Records to use START

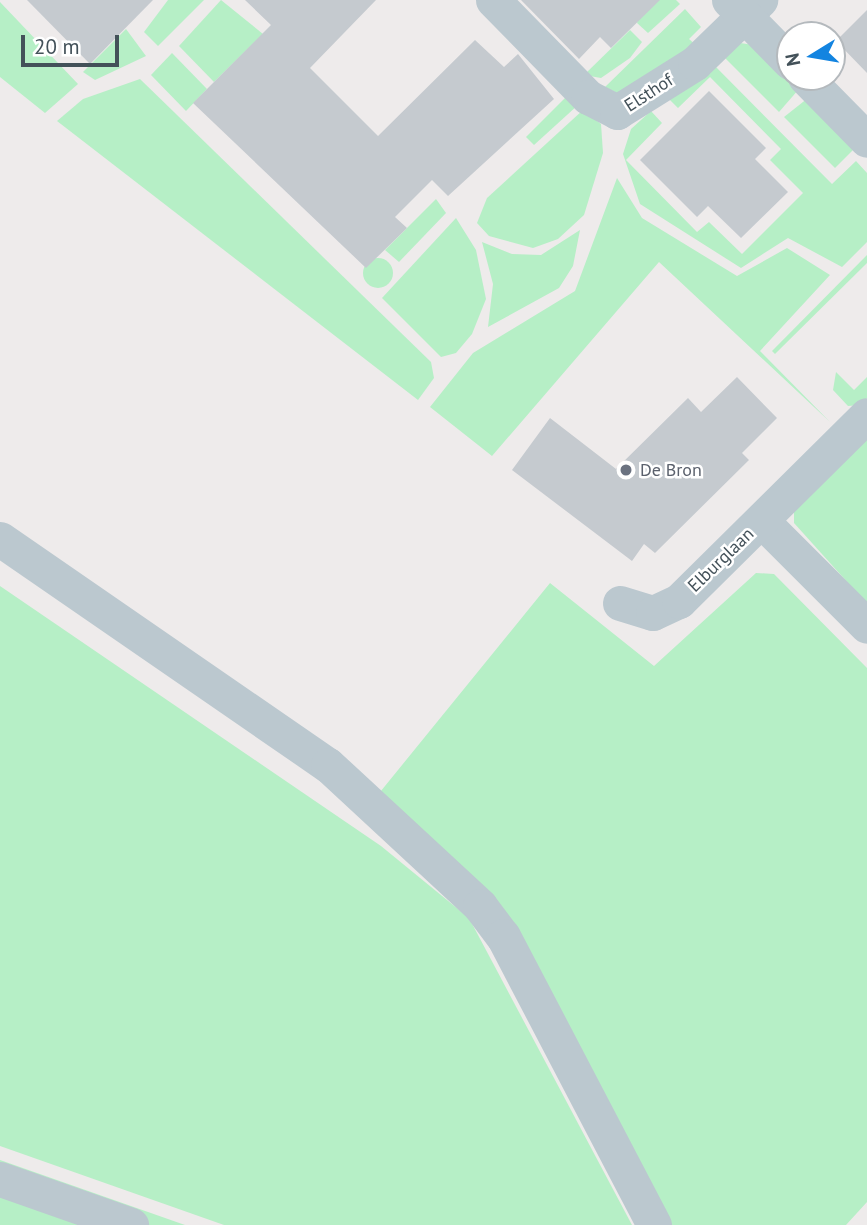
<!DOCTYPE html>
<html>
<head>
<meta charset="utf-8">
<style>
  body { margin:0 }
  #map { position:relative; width:867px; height:1225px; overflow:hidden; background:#eeebeb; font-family:"PT Sans",sans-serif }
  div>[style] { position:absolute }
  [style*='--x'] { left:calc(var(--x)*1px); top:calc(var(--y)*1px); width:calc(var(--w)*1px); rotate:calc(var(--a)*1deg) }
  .green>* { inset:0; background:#b6efc6 }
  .round { border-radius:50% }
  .building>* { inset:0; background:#c5cacf }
  .minor>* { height:35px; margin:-17.5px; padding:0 17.5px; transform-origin:17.5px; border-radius:17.5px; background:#bbc8cf }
  .dots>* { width:19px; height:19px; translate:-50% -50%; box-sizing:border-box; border:4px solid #fff; border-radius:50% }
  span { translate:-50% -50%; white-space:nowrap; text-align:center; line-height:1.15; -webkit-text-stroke:5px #fff; paint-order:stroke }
  .street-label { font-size:18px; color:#435159 }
  .worship-label { font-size:18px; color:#5b616d }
  .left { translate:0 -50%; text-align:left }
  .north { position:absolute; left:776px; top:21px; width:70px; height:70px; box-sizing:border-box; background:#fff; border:2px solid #b4b9bd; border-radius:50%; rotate:259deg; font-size:19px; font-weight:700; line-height:28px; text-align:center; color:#435159 }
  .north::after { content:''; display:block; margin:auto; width:24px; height:32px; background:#1384e0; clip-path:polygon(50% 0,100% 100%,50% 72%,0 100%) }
  .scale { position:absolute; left:21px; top:35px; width:98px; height:32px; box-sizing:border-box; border:4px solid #435159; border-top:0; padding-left:9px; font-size:21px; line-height:24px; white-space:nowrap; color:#435159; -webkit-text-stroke:5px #fff; paint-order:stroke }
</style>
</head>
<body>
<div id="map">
  <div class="green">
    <i style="clip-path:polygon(168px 0,204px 0,158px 46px,144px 32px)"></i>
    <i style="clip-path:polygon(221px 0,263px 34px,214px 82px,179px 46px)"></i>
    <i style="clip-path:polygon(644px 0,676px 0,680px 4px,648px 33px,637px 23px)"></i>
    <i style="clip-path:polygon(0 2px,78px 84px,45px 113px,0 77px)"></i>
    <i style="clip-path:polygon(685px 9px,701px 27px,689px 39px,697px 46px,625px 97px,605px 87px)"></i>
    <i style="clip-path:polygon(126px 29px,146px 56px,95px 80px,83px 72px)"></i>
    <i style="clip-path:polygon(630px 30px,642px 42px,630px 58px,601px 78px,584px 75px)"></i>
    <i style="clip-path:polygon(740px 43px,754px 45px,799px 89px,779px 112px,721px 54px)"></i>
    <i style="clip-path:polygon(172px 53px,207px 89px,186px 111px,151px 75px)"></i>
    <i style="clip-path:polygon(712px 63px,832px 184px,856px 161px,867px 173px,867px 242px,842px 267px,788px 238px,741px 268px,640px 204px,623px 154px,631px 129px,651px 111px,662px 123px,626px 160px,697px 232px,709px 222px,742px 254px,803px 193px,770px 160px,781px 149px,710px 77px,678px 108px,667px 97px)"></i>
    <i style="clip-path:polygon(140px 79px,431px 362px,434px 378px,418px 400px,57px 121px,83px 99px)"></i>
    <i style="clip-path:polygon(568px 95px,578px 105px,534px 145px,526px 137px)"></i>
    <i style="clip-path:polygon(808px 98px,856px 147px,835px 168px,784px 117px)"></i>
    <i style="clip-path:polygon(583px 110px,601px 124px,603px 153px,584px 215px,558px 239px,533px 248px,489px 236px,477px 223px,487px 198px)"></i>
    <i style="clip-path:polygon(617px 178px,642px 218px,737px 276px,787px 248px,830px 275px,760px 351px,830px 422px,659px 262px,492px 456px,430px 407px,473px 353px,575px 291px)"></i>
    <i style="clip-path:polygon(436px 199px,446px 213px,399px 262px,385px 250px)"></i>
    <i style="clip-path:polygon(456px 218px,476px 250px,486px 299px,472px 334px,456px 353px,441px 357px,382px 298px)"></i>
    <i style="clip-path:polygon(580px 230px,573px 266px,559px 288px,488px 327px,493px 284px,482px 242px,512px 254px,541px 255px)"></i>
    <i style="clip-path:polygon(867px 255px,867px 263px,775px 354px,772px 351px)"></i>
    <i class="round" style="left:363px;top:258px;width:30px;height:30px"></i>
    <i style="clip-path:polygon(836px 372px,854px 390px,867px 377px,867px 398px,860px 405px,848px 406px,833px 390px)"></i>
    <i style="clip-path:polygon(867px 433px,867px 604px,794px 523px,794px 510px)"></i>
    <i style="clip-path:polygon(756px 573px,774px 574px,867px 668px,867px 1202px,846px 1225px,668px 1225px,522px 939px,372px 802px,550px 583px,654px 666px)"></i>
    <i style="clip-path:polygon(0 586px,381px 846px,469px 918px,632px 1225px,224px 1225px,0 1146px)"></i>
    <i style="clip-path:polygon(0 1160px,185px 1225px,0 1225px)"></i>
  </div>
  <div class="building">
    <i style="clip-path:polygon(27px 0,153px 0,90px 64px)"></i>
    <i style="clip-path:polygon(245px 0,376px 0,310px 68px,378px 136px,475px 40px,504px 67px,518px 54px,554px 99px,448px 196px,432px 180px,395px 217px,407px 228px,366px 268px,193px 103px,271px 25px)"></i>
    <i style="clip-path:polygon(521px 0,660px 0,611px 48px,600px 37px,579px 59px)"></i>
    <i style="clip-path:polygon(867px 10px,867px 73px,836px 41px)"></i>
    <i style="clip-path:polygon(709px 91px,766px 148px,755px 159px,788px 192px,741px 238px,708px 206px,697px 217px,640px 160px)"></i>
    <i style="clip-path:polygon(737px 377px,777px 418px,742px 453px,749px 460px,655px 553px,644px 544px,632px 561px,512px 470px,550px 418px,616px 469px,688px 398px,701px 412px)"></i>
  </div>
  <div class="minor">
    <i style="--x:493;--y:0;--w:136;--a:45.6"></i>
    <i style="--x:588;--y:97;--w:33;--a:27"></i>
    <i style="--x:617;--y:112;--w:92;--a:-32.1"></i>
    <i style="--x:695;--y:63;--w:91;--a:-44.1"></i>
    <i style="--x:729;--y:0;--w:87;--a:45.5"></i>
    <i style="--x:805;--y:77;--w:88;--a:45.5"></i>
    <i style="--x:762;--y:521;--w:148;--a:45"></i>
    <i style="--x:0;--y:539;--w:398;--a:34.6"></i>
    <i style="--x:328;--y:765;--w:207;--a:42.8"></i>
    <i style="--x:480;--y:906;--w:38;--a:53"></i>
    <i style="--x:503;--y:936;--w:326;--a:62.4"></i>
    <i style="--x:620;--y:603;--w:34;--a:17"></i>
    <i style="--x:653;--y:613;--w:29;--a:-25"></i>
    <i style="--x:679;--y:601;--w:264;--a:-44.7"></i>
    <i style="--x:0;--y:1179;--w:139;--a:19.3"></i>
  </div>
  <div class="dots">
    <i style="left:626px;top:470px;background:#6b7280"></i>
  </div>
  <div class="street-label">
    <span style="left:649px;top:93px;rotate:-33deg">Elsthof</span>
    <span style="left:721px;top:560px;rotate:-44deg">Elburglaan</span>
  </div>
  <div class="worship-label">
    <span class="left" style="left:640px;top:470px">De Bron</span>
  </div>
  <div class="north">N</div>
  <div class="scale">20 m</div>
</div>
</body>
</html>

Records to use END

What to produce
Would you repeat exactly, and only, the lines from the start of the records above through the line containing "position:absolute; left:776px; top:21px;", with the pictures omitted?

Task answer
<!DOCTYPE html>
<html>
<head>
<meta charset="utf-8">
<style>
  body { margin:0 }
  #map { position:relative; width:867px; height:1225px; overflow:hidden; background:#eeebeb; font-family:"PT Sans",sans-serif }
  div>[style] { position:absolute }
  [style*='--x'] { left:calc(var(--x)*1px); top:calc(var(--y)*1px); width:calc(var(--w)*1px); rotate:calc(var(--a)*1deg) }
  .green>* { inset:0; background:#b6efc6 }
  .round { border-radius:50% }
  .building>* { inset:0; background:#c5cacf }
  .minor>* { height:35px; margin:-17.5px; padding:0 17.5px; transform-origin:17.5px; border-radius:17.5px; background:#bbc8cf }
  .dots>* { width:19px; height:19px; translate:-50% -50%; box-sizing:border-box; border:4px solid #fff; border-radius:50% }
  span { translate:-50% -50%; white-space:nowrap; text-align:center; line-height:1.15; -webkit-text-stroke:5px #fff; paint-order:stroke }
  .street-label { font-size:18px; color:#435159 }
  .worship-label { font-size:18px; color:#5b616d }
  .left { translate:0 -50%; text-align:left }
  .north { position:absolute; left:776px; top:21px; width:70px; height:70px; box-sizing:border-box; background:#fff; border:2px solid #b4b9bd; border-radius:50%; rotate:259deg; font-size:19px; font-weight:700; line-height:28px; text-align:center; color:#435159 }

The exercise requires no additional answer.